In an empty folder, run the following command to create an Astro project:

astro dev init

This command generates the following files in your directory:

.
├── .env # Local environment variables
├── dags # Where your DAGs go
│ ├── example-dag-basic.py # Example DAG that showcases a simple ETL data pipeline
│ └── example-dag-advanced.py # Example DAG that showcases more advanced Airflow features, such as the TaskFlow API
├── Dockerfile # For the Astro Runtime Docker image, environment variables, and overrides
├── include # For any other files you'd like to include
├── plugins # For any custom or community Airflow plugins
│ └── example-plugin.py
├── tests # For any DAG unit test files to be run with pytest
│ └── test_dag_example.py # Test that checks for basic errors in your DAGs
├── airflow_settings.yaml # For your Airflow connections, variables and pools (local only)
├── packages.txt # For OS-level packages
└── requirements.txt # For Python packages

Use the rest of this document to understand how to interact with each of these folders and files.

Add DAGs

In Apache Airflow, data pipelines are defined in Python code as Directed Acyclic Graphs (DAGs). A DAG is a collection of tasks and dependencies between tasks that are defined as code. See Introduction to Airflow DAGs.

DAGs are stored in the dags folder of your Astro project. To add a DAG to your project:

  1. Add the .py file to the dags folder.
  2. Save your changes. If you're using a Mac, use Command-S.
  3. Refresh your Airflow browser.
tip

Use the astro run <dag-id> command to run and debug a DAG from the command line without starting a local Airflow environment. This is an alternative to testing your entire Astro project with the Airflow webserver and scheduler. See Test your Astro project locally.

Add utility files

Airflow DAGs sometimes require utility files to run workflows. This can include:

  • SQL files.
  • Custom Airflow operators.
  • Python functions.

When more than one DAG in your Astro project needs a certain function or query, creating a shared utility file helps make your DAGs idempotent, more readable, and minimizes the amount of code you have in each DAG.

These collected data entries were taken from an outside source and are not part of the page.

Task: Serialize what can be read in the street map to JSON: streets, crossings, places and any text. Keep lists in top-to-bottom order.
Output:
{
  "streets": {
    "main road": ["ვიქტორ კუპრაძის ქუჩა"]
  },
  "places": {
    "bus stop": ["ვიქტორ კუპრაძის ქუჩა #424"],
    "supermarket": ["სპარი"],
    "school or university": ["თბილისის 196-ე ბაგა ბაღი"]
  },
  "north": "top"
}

You can store utility files in the /dags directory of your Astro project. In most cases, Astronomer recommends adding your utility files to the /dags directory and organizing them into sub-directories based on whether they're needed for a single DAG or for multiple DAGs.

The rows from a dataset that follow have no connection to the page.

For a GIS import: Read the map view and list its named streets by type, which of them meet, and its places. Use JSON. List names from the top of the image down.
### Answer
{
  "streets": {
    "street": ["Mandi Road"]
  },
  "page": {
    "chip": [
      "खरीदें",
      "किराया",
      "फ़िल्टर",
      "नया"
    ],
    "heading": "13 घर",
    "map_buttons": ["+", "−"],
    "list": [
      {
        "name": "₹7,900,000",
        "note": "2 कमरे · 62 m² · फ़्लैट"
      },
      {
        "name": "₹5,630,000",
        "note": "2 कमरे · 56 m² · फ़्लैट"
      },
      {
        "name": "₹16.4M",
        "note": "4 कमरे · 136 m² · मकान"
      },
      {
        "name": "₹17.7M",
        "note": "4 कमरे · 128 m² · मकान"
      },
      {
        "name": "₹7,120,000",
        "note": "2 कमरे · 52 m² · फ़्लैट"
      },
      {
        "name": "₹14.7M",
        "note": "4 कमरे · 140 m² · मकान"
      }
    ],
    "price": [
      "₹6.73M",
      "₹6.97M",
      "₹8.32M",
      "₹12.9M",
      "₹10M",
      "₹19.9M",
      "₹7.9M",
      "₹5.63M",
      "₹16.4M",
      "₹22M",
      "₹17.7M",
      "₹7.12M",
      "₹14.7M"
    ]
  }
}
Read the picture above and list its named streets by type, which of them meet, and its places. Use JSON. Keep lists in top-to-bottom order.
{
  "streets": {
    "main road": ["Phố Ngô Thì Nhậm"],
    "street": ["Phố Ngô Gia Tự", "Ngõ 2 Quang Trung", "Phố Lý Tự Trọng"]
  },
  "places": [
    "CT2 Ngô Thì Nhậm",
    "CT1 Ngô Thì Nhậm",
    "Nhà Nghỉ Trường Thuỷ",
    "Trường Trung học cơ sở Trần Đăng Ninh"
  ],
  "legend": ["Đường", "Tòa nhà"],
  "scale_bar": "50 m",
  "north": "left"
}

In the following example, the dags folder includes both types of utility files:

└── dags
├── my_dag
│ ├── my_dag.py
│ └── my_dag_utils.py # specific DAG utils
└── utils
└── common_utils.py # common utils
  1. To add utility files which are shared between all your DAGs, create a folder named utils in the dags directory of your Astro project. To add utility files only for a specific DAG, create a new folder in dags to store both your DAG file and your utility file.
  2. Add your utility files to the folder you created.
  3. Reference your utility files in your DAG code.
  4. Apply your changes. If you're developing locally, refresh the Airflow UI in your browser.

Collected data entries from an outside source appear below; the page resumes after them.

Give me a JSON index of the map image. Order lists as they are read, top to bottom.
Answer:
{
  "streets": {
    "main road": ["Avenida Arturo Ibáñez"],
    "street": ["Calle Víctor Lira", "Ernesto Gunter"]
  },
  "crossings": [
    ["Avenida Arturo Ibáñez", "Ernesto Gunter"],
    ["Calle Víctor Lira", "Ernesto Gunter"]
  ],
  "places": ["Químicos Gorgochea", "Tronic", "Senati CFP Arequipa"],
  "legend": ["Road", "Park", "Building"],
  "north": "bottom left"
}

Utility files in the /dags directory will not be parsed by Airflow, so you don't need to specify them in .airflowignore to prevent parsing. If you're using DAG-only deploys on Astro, changes to this folder are deployed when you run astro deploy --dags and do not require rebuilding your Astro project into a Docker image and restarting your Deployment.

Add Airflow connections, pools, variables

Airflow connections connect external applications such as databases and third-party services to Apache Airflow. See Manage connections in Apache Airflow or Apache Airflow documentation.

To add Airflow connections, pools, and variables to your local Airflow environment, you have the following options:

  • Use the Airflow UI. In Admin, click Connections, Variables or Pools, and then add your values. These values are stored in the metadata database and are deleted when you run the astro dev kill command, which can sometimes be used for troubleshooting.
  • Modify the airflow_settings.yaml file of your Astro project. This file is included in every Astro project and permanently stores your values in plain-text. To prevent you from committing sensitive credentials or passwords to your version control tool, Astronomer recommends adding this file to .gitignore.
  • Use the Cloud UI to create connections that can be shared across Deployments in a Workspace. These connections are not visible in the Airflow UI. See Create Airflow connections in the Astro Cloud UI.
  • Use a secret backend, such as AWS Secrets Manager, and access the secret backend locally. See Configure an external secrets backend on Astro.

When you add Airflow objects to the Airflow UI of a local environment or to your airflow_settings.yaml file, your values can only be used locally. When you deploy your project to a Deployment on Astro, the values in this file are not included.

Astronomer recommends using the airflow_settings.yaml file so that you don’t have to manually redefine these values in the Airflow UI every time you restart your project. To ensure the security of your data, Astronomer recommends configuring a secrets backend.

Add test data or files for local testing

Use the include folder of your Astro project to store files for testing locally, such as test data or a dbt project file. The files in your include folder are included in your deploys to Astro, but they are not parsed by Airflow. Therefore, you don't need to specify them in .airflowignore to prevent parsing.

If you're running Airflow locally, apply your changes by refreshing the Airflow UI.

Configure airflow_settings.yaml (Local development only)

The airflow_settings.yaml file includes a template with the default values for all possible configurations. To add a connection, variable, or pool, replace the default value with your own.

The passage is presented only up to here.